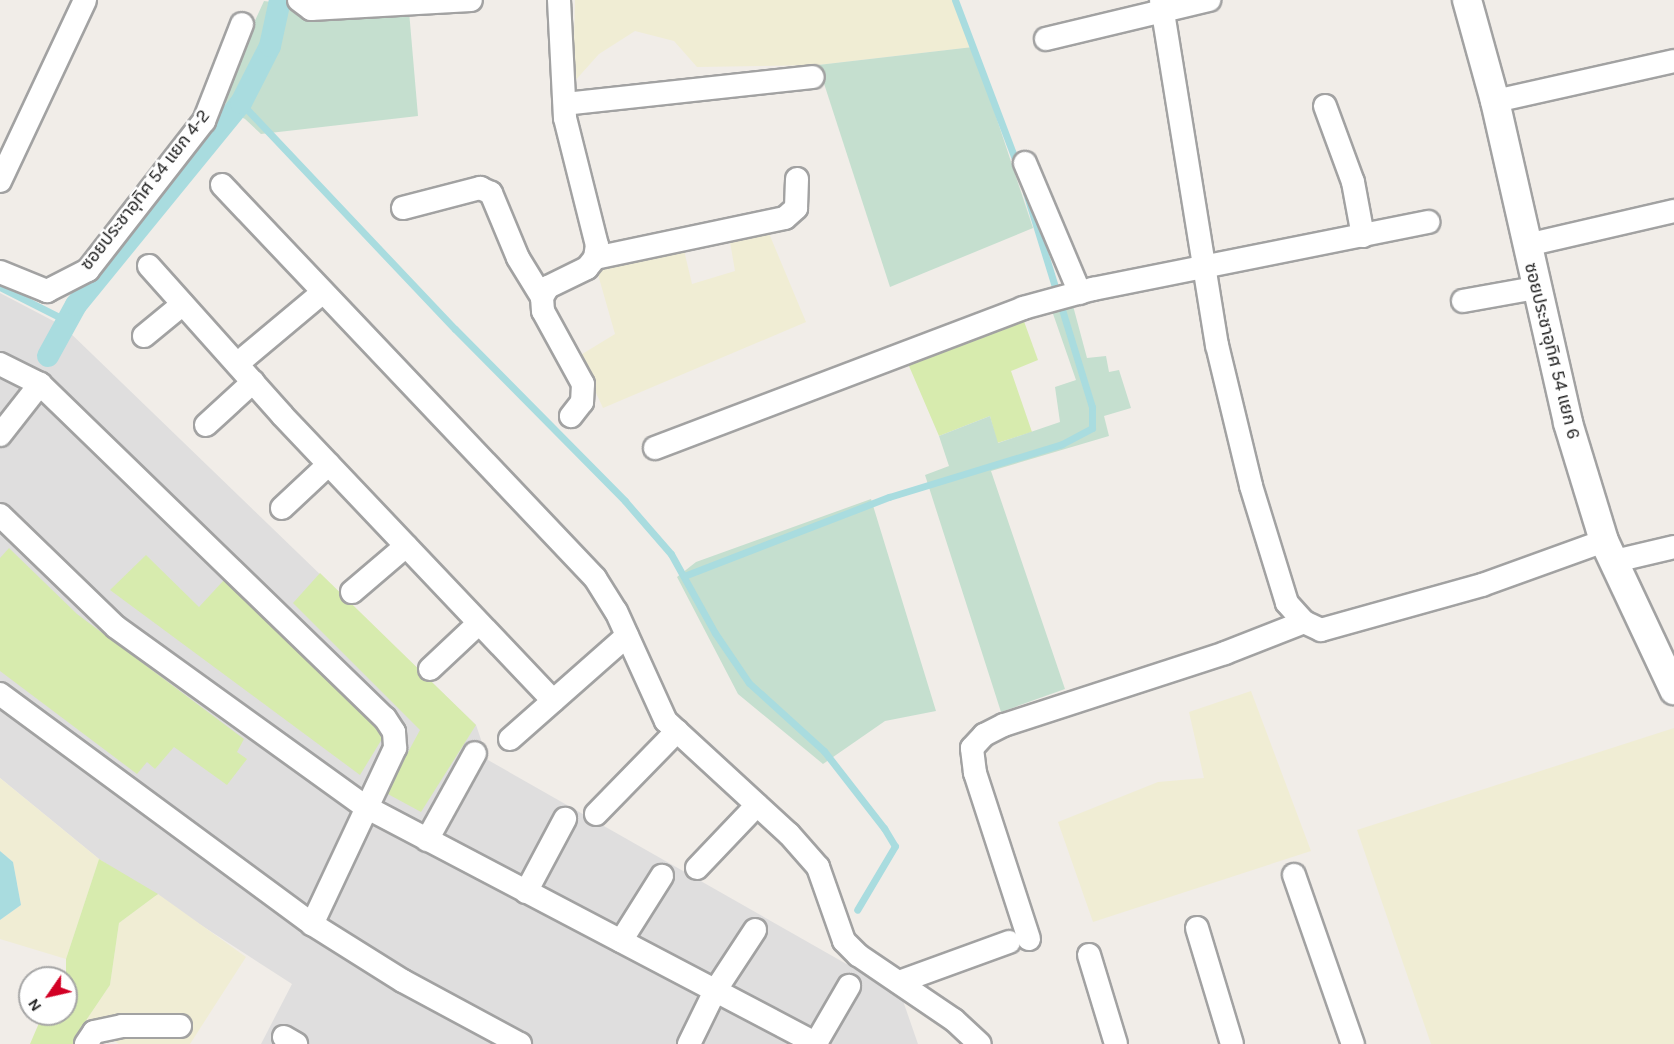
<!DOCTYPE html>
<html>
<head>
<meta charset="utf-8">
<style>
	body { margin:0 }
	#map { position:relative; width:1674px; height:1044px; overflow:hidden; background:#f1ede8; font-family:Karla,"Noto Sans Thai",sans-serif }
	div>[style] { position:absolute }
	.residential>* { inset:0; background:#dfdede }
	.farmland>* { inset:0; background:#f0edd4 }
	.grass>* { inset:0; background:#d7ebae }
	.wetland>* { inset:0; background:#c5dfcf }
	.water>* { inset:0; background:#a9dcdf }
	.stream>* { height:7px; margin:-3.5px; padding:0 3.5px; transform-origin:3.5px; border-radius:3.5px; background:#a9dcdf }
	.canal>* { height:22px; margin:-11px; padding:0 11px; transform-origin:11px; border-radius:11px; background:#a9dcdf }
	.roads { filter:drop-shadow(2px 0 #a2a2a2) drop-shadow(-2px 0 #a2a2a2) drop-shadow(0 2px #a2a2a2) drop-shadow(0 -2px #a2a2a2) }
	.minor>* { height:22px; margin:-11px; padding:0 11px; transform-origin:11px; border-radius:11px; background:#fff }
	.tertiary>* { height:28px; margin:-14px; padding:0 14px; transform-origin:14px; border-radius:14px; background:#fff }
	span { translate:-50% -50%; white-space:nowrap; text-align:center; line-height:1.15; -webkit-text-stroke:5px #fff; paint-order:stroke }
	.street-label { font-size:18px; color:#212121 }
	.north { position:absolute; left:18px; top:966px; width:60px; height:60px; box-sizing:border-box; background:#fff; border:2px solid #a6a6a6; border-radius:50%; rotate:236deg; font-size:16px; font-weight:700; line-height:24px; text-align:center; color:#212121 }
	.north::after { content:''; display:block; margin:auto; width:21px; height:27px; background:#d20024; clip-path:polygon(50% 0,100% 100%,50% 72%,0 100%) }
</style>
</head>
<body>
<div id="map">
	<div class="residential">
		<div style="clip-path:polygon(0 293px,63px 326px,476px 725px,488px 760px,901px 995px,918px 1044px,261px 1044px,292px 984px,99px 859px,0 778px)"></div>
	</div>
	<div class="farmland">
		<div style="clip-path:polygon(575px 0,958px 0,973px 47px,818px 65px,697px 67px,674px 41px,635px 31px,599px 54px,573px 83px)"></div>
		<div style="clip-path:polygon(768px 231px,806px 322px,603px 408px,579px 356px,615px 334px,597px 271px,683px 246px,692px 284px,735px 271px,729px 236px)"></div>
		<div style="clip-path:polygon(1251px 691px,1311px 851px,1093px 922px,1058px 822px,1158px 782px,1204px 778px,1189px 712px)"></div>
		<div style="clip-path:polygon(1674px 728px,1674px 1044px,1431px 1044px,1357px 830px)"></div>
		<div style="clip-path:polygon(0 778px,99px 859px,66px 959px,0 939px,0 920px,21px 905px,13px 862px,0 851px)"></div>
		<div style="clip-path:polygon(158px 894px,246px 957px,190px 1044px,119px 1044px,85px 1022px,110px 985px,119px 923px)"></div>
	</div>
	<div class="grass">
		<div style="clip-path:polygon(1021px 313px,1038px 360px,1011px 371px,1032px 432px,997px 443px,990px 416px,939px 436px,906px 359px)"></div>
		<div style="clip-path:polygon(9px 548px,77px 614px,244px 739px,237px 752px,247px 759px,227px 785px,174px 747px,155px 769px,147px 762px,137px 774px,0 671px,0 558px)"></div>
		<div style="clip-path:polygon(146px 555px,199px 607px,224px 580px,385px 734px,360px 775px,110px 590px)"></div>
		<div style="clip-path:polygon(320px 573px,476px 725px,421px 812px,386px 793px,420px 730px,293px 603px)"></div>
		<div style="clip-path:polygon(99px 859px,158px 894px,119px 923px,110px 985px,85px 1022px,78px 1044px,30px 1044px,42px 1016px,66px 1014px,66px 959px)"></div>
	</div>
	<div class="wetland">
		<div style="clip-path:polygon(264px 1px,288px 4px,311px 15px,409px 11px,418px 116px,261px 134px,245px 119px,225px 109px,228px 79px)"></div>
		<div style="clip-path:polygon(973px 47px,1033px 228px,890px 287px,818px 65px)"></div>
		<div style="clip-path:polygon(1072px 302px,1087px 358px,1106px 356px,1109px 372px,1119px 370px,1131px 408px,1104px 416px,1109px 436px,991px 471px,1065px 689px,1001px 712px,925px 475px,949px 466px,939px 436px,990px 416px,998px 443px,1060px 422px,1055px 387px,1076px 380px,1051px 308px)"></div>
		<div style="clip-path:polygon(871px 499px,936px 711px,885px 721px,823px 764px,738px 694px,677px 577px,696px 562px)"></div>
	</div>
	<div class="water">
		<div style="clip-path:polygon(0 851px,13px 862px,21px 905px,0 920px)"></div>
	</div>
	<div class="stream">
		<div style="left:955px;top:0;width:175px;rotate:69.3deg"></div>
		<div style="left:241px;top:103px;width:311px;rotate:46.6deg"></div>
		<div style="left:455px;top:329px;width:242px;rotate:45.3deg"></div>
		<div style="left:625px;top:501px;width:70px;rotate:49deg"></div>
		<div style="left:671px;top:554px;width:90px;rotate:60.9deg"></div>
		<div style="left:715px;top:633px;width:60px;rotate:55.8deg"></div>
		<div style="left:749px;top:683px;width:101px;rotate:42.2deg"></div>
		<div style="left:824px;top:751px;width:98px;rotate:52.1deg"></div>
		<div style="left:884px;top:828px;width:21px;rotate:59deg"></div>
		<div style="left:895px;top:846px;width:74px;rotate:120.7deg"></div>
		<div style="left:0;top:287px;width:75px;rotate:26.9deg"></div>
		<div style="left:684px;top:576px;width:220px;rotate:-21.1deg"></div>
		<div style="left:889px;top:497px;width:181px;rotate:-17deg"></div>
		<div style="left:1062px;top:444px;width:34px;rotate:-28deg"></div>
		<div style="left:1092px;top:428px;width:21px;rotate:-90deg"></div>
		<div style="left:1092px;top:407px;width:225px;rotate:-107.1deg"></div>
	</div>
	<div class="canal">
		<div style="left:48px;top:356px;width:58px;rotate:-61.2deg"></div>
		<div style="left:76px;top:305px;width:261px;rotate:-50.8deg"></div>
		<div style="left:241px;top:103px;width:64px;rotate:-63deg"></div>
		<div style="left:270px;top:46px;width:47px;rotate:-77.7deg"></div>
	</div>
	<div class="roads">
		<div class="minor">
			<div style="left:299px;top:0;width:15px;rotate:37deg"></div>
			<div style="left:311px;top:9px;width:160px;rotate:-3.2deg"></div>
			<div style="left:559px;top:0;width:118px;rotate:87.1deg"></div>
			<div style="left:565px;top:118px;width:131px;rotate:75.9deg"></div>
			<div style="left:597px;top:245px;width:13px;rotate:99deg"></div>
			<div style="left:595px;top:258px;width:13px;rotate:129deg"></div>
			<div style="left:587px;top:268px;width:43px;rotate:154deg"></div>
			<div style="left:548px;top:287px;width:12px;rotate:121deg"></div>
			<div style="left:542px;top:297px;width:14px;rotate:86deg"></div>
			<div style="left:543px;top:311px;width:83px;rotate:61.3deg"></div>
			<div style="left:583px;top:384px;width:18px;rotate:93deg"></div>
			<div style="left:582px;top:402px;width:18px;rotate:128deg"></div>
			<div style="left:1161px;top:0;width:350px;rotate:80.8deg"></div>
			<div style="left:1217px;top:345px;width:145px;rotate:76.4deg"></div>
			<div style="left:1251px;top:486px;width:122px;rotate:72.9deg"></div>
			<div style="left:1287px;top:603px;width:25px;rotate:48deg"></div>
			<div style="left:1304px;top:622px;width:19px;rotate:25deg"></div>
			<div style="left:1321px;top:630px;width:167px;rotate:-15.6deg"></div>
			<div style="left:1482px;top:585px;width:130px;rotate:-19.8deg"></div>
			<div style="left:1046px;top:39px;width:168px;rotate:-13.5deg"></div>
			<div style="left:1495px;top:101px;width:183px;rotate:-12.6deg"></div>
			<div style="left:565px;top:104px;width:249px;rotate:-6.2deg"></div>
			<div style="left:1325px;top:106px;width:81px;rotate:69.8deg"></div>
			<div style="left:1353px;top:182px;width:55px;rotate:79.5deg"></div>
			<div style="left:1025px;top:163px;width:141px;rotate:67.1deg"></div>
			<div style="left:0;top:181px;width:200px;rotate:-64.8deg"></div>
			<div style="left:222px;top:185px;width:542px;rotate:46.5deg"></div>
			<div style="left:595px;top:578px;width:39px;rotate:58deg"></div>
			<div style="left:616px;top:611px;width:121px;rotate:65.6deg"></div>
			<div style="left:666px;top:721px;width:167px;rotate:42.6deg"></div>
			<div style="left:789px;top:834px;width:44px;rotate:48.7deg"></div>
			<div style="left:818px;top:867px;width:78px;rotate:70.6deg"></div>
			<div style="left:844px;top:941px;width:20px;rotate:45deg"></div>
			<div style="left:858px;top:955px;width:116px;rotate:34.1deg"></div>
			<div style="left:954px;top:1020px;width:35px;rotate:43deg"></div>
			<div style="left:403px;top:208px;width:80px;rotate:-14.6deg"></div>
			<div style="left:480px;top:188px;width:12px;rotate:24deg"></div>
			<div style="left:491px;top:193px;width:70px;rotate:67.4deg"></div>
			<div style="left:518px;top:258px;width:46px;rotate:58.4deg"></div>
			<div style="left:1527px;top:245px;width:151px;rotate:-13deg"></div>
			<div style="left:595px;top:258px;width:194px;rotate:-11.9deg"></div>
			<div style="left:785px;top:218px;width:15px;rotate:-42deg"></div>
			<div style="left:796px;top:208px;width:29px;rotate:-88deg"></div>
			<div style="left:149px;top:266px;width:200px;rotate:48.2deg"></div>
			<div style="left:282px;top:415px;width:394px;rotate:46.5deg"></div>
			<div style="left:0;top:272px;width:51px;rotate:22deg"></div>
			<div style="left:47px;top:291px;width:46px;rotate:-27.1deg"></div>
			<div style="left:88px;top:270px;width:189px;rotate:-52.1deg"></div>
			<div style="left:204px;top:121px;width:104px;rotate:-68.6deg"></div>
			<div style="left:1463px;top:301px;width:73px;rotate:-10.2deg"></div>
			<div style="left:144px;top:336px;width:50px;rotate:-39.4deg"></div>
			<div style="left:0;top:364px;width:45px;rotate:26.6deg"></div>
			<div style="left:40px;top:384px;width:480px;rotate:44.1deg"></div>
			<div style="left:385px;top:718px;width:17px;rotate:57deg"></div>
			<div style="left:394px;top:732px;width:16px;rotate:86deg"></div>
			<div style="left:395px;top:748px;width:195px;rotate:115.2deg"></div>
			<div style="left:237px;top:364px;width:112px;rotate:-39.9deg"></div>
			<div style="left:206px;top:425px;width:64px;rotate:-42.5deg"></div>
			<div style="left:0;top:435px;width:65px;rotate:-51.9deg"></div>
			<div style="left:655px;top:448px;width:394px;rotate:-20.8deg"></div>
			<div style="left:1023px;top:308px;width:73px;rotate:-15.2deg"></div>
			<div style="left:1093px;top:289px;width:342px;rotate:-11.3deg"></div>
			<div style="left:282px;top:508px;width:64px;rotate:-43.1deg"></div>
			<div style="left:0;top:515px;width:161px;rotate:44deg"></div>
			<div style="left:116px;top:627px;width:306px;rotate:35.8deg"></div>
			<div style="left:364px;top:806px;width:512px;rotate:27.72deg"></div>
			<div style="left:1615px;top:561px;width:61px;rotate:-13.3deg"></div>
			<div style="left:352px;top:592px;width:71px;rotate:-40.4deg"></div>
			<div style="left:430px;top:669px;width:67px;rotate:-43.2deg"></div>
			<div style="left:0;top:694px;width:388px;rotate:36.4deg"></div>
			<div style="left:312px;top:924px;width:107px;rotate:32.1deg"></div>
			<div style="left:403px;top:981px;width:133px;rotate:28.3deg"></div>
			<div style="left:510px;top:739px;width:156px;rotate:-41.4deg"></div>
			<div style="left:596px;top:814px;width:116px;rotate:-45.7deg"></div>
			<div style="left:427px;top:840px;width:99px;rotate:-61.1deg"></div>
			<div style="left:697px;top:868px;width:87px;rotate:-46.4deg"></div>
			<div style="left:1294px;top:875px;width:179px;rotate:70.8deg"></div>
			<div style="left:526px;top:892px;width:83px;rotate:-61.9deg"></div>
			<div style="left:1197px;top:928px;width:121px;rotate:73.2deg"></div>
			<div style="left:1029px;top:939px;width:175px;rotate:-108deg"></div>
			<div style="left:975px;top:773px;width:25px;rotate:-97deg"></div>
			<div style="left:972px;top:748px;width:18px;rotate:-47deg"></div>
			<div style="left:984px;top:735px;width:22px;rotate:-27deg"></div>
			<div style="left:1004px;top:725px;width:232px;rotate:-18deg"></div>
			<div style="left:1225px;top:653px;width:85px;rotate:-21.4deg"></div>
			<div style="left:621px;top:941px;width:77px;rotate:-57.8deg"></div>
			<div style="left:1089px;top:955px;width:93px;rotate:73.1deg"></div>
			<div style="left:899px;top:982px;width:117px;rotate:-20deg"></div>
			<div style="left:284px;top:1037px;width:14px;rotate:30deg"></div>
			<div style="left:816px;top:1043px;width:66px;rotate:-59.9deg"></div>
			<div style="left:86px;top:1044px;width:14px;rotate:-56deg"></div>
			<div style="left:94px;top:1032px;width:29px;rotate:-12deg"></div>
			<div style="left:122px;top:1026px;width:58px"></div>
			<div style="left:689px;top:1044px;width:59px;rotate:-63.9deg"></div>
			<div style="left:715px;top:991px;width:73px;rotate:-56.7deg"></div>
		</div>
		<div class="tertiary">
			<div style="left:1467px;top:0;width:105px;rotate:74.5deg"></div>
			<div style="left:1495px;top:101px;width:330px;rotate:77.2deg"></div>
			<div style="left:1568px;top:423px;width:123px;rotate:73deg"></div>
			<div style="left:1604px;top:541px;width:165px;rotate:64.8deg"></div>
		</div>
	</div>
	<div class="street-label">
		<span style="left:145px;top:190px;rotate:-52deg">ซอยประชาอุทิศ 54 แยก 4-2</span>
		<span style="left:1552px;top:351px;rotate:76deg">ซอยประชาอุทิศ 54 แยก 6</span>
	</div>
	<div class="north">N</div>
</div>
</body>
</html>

·····

### TASK TO CARRY OUT
Search the material above for the word "stream", then copy each line that holds it.

### ANSWER SECTION
	.stream>* { height:7px; margin:-3.5px; padding:0 3.5px; transform-origin:3.5px; border-radius:3.5px; background:#a9dcdf }
	<div class="stream">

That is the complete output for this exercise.